Unexpectedly, controls showed a large activated cluster in the right inferior temporal gyrus and fusiform face area. These regions are involved in recognition of human bodies, notably faces37,38. We do not understand how this finding relates to misophonia. Our previous EEG study suggested a defect in the processing of human sounds in misophonia patients4, but our fMRI results indicate that visual processing of human images may be implicated as well. It should be noted that in our study we only employed human stimuli because we believe these are the core triggers for misophonia. However, basically a myriad of sounds – human or non-human - could become salient and connected to an aversive response depending on context.

Noteworthy, the average duration of misophonia symptoms in our patient group was 21 years. It is plausible that longer duration, with repetitive exposure to misophonic triggers, could therefore be a factor for increased reactions39.

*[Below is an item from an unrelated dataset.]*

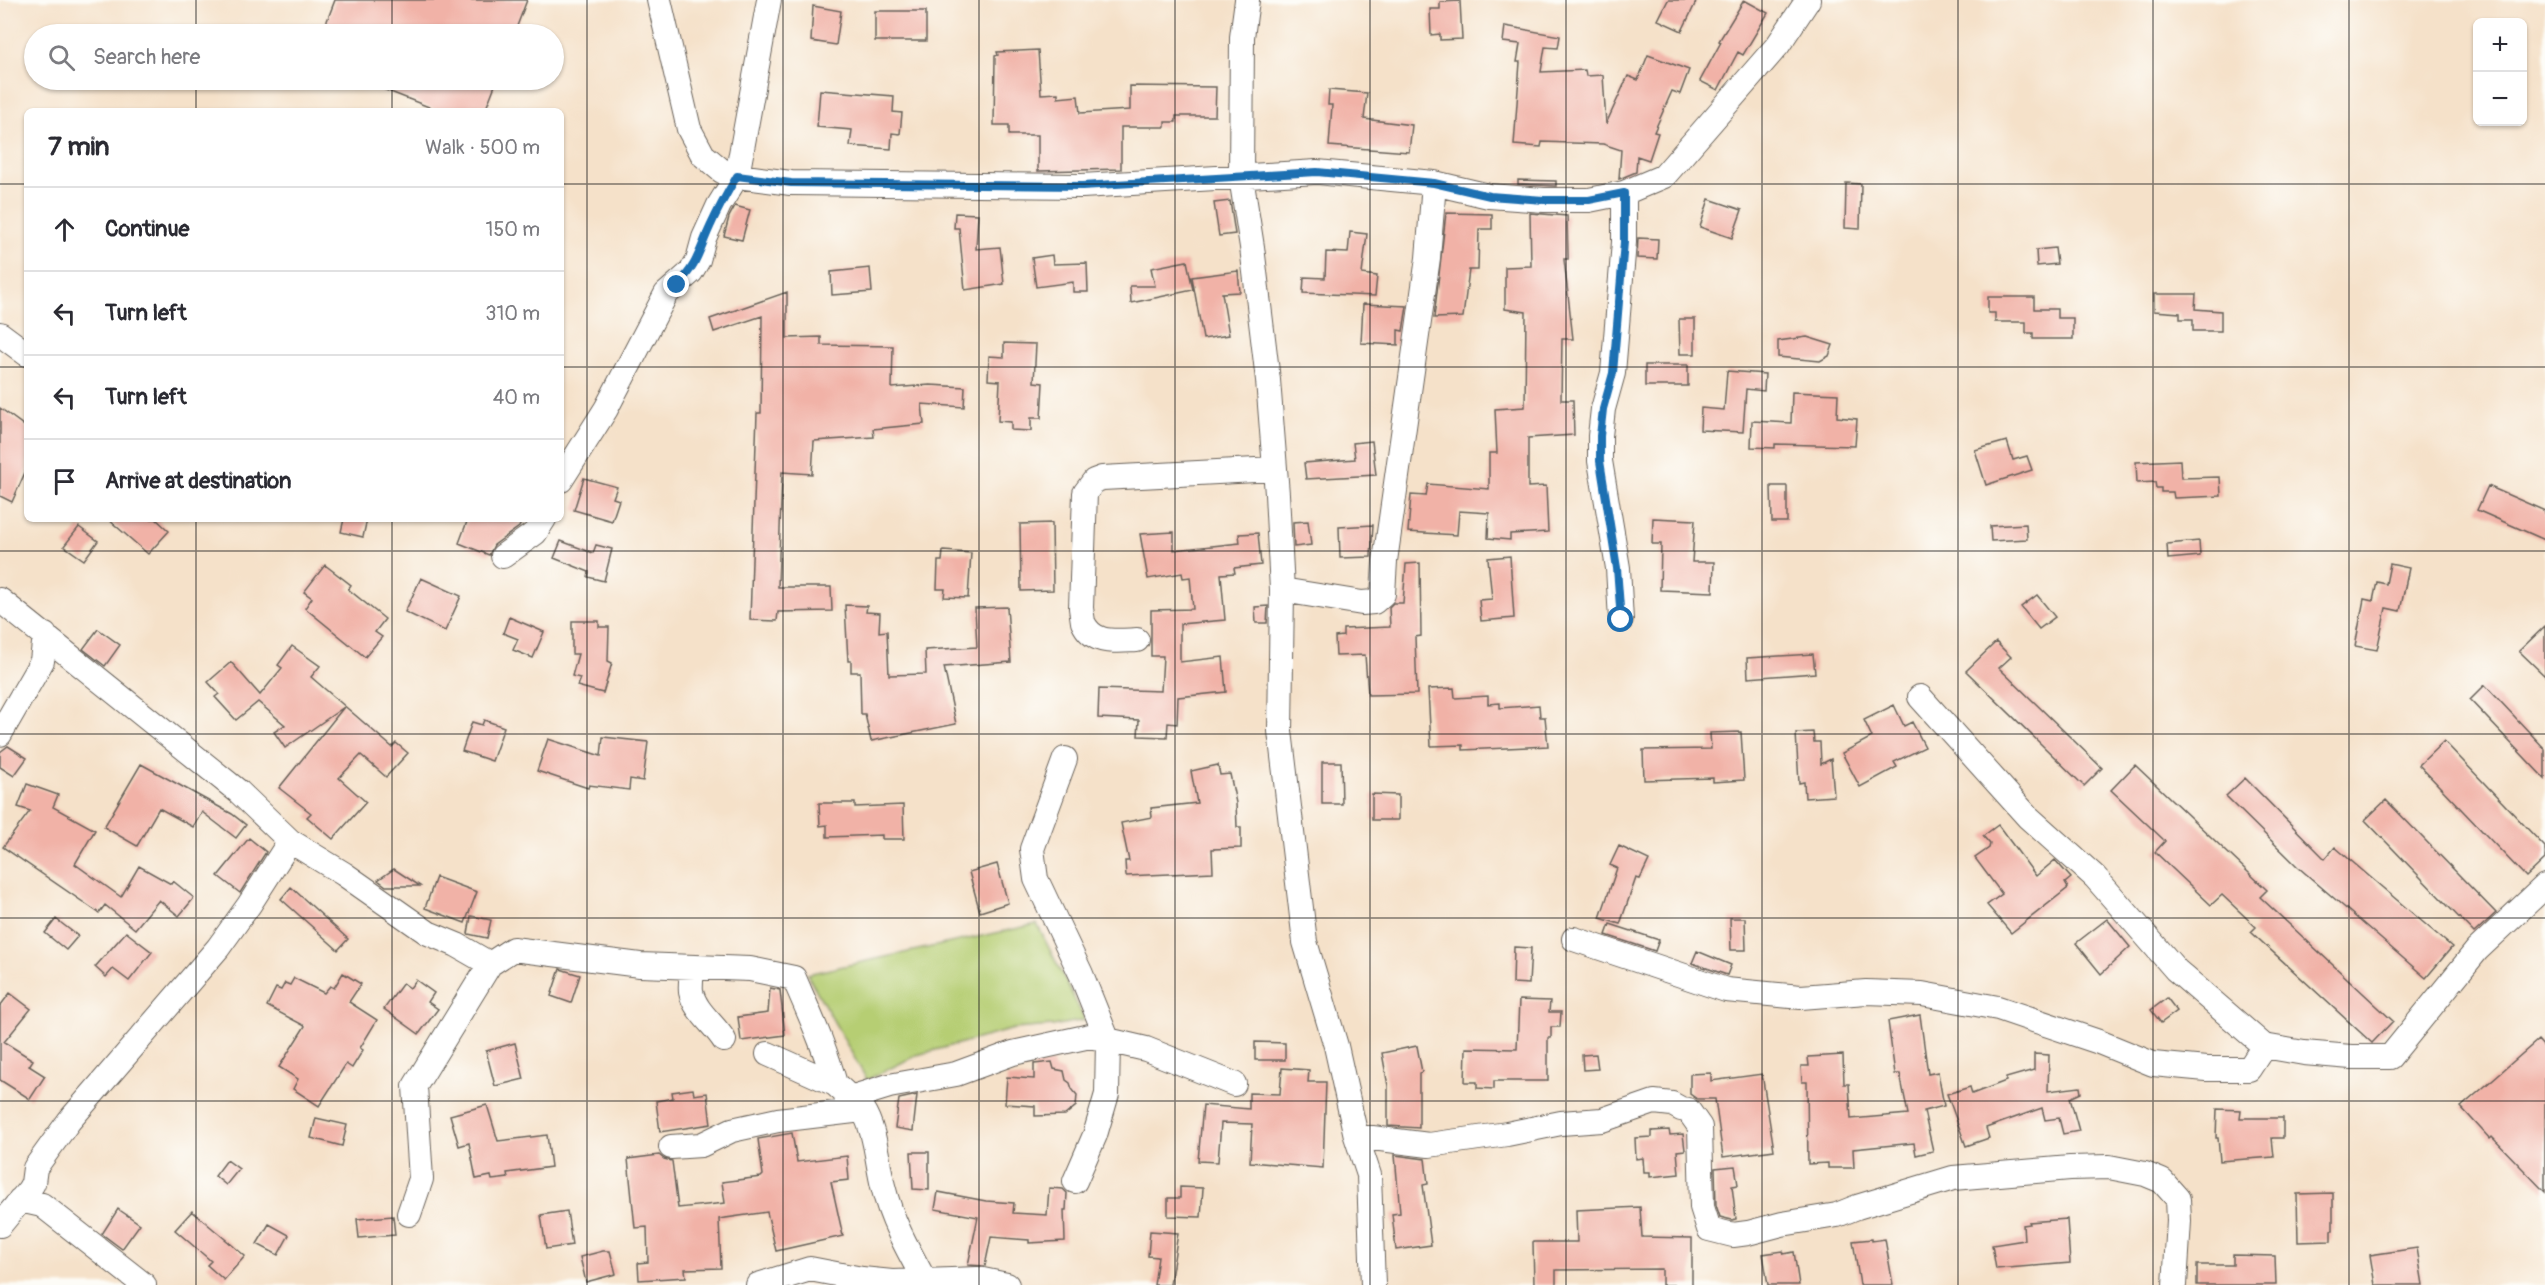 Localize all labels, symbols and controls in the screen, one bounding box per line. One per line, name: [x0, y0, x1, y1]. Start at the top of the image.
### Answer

Our study has several limitations. First, the presentation of stimuli in a controlled laboratory setting lacks ecological validity. Gradient noise interferes with auditory stimulation26,40 and can induce stress and annoyance26,41. Second, each misophonia patient has an individual pattern of misophonic trigger sounds that they react to. Therefore, the applied trigger sounds in the current study may not have evoked the maximal misophonic response in all the patients. However, to tailor all triggers for all participants was out of reach in this study. Third, there may have been a selection bias of participants. Patients with the most extreme misophonic reactions could have refused participation for fear that being in the scanner itself may be too high of a burden to endure. Fourth, our results do not differentiate between misophonic and aversive triggers. Therefore, it cannot be excluded that misophonic symptoms are related to increased averseness levels.

In conclusion, we explored the neural correlates of misophonia with audiovisual symptom provocation. Based on our findings, we posit that misophonia involves a conditioned response with anger and physical arousal elicited by human audiovisual triggers. The symptoms are mediated by enhanced reactivity of the salience network in combination with hypervigilance, reflected by sensitization of the auditory cortex.